Did a hacker gang create a botnet out of 3 million electric toothbrushes? The answer is: No, but you’d be forgiven for having believed that was the case since a viral news story made the rounds earlier this week claiming it was so.
The story in question was published by a Swiss newspaper, Aargauer Zeitung , and claimed that three million electric toothbrushes had been tied into a botnet, which was then used by cybercriminals to carry out a financially damaging DDoS attack on a Swiss company’s website. The source of the story was researchers from Fortinet , a well-known security company based in California.

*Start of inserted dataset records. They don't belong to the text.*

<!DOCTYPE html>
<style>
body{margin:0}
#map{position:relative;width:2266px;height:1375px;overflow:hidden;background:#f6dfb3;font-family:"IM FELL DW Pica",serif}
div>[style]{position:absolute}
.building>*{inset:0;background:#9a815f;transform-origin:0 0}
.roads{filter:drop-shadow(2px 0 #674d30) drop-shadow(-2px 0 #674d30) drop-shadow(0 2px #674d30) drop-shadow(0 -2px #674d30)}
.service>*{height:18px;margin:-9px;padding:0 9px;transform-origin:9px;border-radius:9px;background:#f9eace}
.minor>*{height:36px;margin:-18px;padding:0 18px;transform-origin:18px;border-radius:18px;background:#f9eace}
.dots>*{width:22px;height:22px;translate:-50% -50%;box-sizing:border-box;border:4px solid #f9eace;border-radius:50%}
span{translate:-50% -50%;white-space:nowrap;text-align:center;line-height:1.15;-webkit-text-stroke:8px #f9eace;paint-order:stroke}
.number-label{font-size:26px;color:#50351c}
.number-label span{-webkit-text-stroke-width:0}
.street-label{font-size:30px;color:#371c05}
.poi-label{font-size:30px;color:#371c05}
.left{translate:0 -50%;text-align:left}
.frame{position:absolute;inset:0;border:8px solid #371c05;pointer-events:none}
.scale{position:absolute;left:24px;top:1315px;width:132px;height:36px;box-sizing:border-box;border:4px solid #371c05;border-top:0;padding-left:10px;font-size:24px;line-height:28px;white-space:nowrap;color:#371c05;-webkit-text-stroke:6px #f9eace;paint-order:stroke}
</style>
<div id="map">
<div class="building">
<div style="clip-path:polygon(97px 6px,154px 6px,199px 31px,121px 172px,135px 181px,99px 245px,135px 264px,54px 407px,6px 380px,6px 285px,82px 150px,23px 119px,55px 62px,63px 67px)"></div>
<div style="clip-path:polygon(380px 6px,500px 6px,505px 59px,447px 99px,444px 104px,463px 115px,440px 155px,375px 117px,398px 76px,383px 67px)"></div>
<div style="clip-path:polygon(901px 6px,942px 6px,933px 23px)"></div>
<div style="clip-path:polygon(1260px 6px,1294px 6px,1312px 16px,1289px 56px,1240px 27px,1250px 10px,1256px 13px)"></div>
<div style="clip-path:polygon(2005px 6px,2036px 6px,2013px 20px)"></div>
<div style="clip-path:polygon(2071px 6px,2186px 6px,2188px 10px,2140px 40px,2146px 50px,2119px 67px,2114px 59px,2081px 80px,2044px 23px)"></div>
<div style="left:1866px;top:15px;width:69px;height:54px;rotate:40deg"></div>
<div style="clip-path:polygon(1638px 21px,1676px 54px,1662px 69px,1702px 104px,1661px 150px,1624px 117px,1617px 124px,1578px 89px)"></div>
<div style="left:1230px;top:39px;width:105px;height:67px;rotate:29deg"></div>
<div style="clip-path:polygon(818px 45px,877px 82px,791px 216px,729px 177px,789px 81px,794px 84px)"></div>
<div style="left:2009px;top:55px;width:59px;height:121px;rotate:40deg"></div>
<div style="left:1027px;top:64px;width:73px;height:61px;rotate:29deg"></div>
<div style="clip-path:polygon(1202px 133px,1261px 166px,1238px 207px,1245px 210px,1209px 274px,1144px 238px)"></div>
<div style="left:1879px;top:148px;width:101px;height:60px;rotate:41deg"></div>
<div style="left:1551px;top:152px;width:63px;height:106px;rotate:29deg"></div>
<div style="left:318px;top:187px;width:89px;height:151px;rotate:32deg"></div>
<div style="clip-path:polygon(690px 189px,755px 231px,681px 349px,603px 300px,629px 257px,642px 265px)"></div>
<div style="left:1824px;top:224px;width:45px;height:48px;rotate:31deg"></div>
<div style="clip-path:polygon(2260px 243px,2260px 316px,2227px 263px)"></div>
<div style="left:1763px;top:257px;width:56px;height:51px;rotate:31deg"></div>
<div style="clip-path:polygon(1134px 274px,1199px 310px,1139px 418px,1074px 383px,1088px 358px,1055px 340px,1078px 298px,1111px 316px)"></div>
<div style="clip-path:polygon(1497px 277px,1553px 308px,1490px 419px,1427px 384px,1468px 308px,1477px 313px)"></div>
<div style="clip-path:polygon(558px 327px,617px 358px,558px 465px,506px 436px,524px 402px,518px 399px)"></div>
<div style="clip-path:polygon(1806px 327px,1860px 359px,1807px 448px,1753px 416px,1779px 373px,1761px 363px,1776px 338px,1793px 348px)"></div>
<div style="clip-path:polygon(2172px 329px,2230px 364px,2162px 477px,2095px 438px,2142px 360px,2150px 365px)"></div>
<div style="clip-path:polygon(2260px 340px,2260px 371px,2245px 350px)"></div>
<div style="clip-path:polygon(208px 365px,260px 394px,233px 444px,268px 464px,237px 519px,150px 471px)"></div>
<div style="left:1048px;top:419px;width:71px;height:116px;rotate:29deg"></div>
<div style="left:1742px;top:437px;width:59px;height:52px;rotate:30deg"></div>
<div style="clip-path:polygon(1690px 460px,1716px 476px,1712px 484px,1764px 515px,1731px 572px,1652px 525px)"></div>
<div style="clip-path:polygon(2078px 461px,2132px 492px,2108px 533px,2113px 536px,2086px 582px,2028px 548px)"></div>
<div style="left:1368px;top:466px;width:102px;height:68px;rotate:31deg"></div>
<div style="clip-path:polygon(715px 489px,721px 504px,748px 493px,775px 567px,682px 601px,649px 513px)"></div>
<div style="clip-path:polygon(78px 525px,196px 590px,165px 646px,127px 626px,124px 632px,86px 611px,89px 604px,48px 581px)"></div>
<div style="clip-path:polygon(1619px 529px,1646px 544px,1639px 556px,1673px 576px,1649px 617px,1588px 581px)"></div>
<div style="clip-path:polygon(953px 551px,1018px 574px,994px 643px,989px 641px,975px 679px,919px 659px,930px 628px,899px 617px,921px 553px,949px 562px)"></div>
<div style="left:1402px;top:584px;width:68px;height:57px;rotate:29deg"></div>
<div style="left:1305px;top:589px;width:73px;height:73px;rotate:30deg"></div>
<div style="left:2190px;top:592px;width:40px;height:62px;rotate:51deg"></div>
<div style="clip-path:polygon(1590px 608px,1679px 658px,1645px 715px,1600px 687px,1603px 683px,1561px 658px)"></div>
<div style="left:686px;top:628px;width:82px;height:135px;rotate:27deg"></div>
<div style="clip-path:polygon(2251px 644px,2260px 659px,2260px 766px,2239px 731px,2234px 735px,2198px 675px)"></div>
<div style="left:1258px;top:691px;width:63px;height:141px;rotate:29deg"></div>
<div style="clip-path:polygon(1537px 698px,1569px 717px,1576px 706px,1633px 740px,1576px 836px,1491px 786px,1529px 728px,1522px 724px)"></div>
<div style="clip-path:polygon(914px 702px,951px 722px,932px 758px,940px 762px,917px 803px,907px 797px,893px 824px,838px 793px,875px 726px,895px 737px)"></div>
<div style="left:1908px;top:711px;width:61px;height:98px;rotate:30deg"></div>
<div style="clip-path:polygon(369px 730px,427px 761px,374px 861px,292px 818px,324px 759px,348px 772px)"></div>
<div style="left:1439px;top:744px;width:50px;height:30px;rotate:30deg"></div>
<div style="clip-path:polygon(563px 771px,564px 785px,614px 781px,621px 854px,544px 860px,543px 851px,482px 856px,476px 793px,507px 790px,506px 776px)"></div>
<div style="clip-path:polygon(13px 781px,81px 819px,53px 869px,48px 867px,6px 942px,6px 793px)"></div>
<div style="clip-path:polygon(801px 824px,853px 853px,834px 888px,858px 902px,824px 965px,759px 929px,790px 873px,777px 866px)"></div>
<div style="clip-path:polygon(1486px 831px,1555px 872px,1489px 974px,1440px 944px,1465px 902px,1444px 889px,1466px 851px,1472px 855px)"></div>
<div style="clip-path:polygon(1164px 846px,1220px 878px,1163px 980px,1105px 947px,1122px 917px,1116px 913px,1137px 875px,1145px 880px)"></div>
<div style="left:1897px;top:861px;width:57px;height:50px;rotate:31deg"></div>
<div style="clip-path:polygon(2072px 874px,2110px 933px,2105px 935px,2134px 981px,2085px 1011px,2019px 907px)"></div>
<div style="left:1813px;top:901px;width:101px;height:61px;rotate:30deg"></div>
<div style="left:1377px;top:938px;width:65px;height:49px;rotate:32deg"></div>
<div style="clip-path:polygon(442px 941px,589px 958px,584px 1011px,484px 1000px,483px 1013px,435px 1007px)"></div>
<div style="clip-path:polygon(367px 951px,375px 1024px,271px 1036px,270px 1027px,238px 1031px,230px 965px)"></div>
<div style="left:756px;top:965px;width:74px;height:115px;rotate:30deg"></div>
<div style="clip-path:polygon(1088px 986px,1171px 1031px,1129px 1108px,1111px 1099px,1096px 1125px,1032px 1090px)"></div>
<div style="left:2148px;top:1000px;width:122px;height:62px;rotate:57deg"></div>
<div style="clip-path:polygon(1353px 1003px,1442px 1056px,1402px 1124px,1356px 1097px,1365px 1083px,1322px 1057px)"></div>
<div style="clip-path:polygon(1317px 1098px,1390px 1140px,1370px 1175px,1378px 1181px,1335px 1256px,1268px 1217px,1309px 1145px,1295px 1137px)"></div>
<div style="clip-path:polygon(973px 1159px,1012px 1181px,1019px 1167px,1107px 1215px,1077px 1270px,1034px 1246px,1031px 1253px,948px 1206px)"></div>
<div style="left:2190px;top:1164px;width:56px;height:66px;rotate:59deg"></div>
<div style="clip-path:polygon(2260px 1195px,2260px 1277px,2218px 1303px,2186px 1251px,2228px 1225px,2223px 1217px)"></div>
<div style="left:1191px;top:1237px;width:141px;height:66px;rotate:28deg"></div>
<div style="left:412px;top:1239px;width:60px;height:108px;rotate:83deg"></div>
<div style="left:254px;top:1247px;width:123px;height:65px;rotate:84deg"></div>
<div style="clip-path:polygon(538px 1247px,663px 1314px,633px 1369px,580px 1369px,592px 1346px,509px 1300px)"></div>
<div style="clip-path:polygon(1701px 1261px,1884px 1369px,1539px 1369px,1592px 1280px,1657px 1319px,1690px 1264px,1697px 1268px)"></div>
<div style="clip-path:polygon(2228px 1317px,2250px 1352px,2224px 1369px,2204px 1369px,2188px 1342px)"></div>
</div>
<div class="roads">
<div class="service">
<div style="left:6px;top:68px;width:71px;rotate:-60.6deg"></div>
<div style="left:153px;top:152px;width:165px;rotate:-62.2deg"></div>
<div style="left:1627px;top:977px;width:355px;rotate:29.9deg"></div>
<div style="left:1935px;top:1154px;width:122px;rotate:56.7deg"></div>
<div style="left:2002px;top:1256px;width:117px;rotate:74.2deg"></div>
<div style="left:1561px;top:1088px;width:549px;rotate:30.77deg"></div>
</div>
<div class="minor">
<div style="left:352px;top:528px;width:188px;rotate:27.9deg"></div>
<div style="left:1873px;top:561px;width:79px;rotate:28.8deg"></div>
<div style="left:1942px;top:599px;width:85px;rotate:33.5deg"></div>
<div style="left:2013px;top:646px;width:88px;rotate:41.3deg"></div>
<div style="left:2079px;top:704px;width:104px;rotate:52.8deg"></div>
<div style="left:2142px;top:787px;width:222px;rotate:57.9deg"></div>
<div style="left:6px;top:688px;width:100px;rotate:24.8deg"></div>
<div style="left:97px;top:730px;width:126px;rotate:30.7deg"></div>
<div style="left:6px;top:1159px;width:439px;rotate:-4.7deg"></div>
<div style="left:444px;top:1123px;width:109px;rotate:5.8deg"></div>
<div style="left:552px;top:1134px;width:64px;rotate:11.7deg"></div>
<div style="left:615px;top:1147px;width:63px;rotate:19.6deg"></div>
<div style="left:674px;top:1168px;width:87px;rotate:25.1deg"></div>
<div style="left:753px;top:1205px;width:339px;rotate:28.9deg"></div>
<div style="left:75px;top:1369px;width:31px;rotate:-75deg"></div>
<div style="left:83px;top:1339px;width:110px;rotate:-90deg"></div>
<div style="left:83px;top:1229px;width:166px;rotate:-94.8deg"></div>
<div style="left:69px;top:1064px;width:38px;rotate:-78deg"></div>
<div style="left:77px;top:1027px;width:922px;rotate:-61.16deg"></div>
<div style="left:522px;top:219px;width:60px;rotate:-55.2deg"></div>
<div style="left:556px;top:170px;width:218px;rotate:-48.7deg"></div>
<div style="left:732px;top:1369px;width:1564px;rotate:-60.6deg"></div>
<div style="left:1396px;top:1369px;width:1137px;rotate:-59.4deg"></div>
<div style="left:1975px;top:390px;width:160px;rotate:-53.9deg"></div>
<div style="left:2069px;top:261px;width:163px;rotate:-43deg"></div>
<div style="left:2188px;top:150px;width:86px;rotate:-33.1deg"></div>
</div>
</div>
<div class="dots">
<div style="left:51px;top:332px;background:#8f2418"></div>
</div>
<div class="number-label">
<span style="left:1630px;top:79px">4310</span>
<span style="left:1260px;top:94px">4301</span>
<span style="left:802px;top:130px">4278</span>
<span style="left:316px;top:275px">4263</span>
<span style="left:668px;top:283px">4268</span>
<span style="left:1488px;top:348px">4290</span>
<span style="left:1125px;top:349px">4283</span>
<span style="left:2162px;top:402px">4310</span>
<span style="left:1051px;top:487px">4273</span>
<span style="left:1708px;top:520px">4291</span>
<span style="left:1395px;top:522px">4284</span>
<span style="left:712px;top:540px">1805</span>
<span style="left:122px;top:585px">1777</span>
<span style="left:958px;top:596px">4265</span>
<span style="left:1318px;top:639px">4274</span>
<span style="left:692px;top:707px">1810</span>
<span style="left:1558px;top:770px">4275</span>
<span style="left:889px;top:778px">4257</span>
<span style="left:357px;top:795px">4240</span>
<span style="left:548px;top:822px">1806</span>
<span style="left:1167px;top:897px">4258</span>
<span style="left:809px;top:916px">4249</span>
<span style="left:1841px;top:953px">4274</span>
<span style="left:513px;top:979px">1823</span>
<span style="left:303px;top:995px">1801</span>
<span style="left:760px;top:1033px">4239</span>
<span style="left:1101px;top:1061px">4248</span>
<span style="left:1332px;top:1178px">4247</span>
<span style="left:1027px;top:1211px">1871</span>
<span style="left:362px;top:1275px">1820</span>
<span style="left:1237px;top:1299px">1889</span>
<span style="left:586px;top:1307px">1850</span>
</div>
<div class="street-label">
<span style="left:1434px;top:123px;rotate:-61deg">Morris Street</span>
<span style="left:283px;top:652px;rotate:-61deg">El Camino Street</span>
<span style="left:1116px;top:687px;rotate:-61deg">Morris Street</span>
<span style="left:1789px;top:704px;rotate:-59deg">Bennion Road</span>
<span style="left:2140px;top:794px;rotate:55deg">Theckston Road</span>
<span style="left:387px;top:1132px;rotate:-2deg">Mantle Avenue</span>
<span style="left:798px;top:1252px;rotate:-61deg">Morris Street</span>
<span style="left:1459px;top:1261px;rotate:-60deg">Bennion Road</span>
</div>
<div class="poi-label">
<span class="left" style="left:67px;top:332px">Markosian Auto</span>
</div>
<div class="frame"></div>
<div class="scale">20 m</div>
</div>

This story, which sounded just crazy enough to be true, was subsequently recycled by numerous English-speaking outlets , including Tom’s Hardware, ZDNet, and others. There was a certain logic to it. Cybercriminals can be very creative when it comes to using smart hardware to build malicious networks; the Mirai cybercriminals notably used over 100,000 smart devices to build one of the most notorious botnets ever. Why not use a smart toothbrush or two?
The problem, however, is that not all smart devices are built alike. The toothbrush story unraveled after security experts on X began chiming in about the ridiculousness of this scenario . Some said it was impossible, given that smart toothbrushes connect to Bluetooth , not the internet. A story from 404 Media cited skeptical security experts, who called into question the validity of the narrative.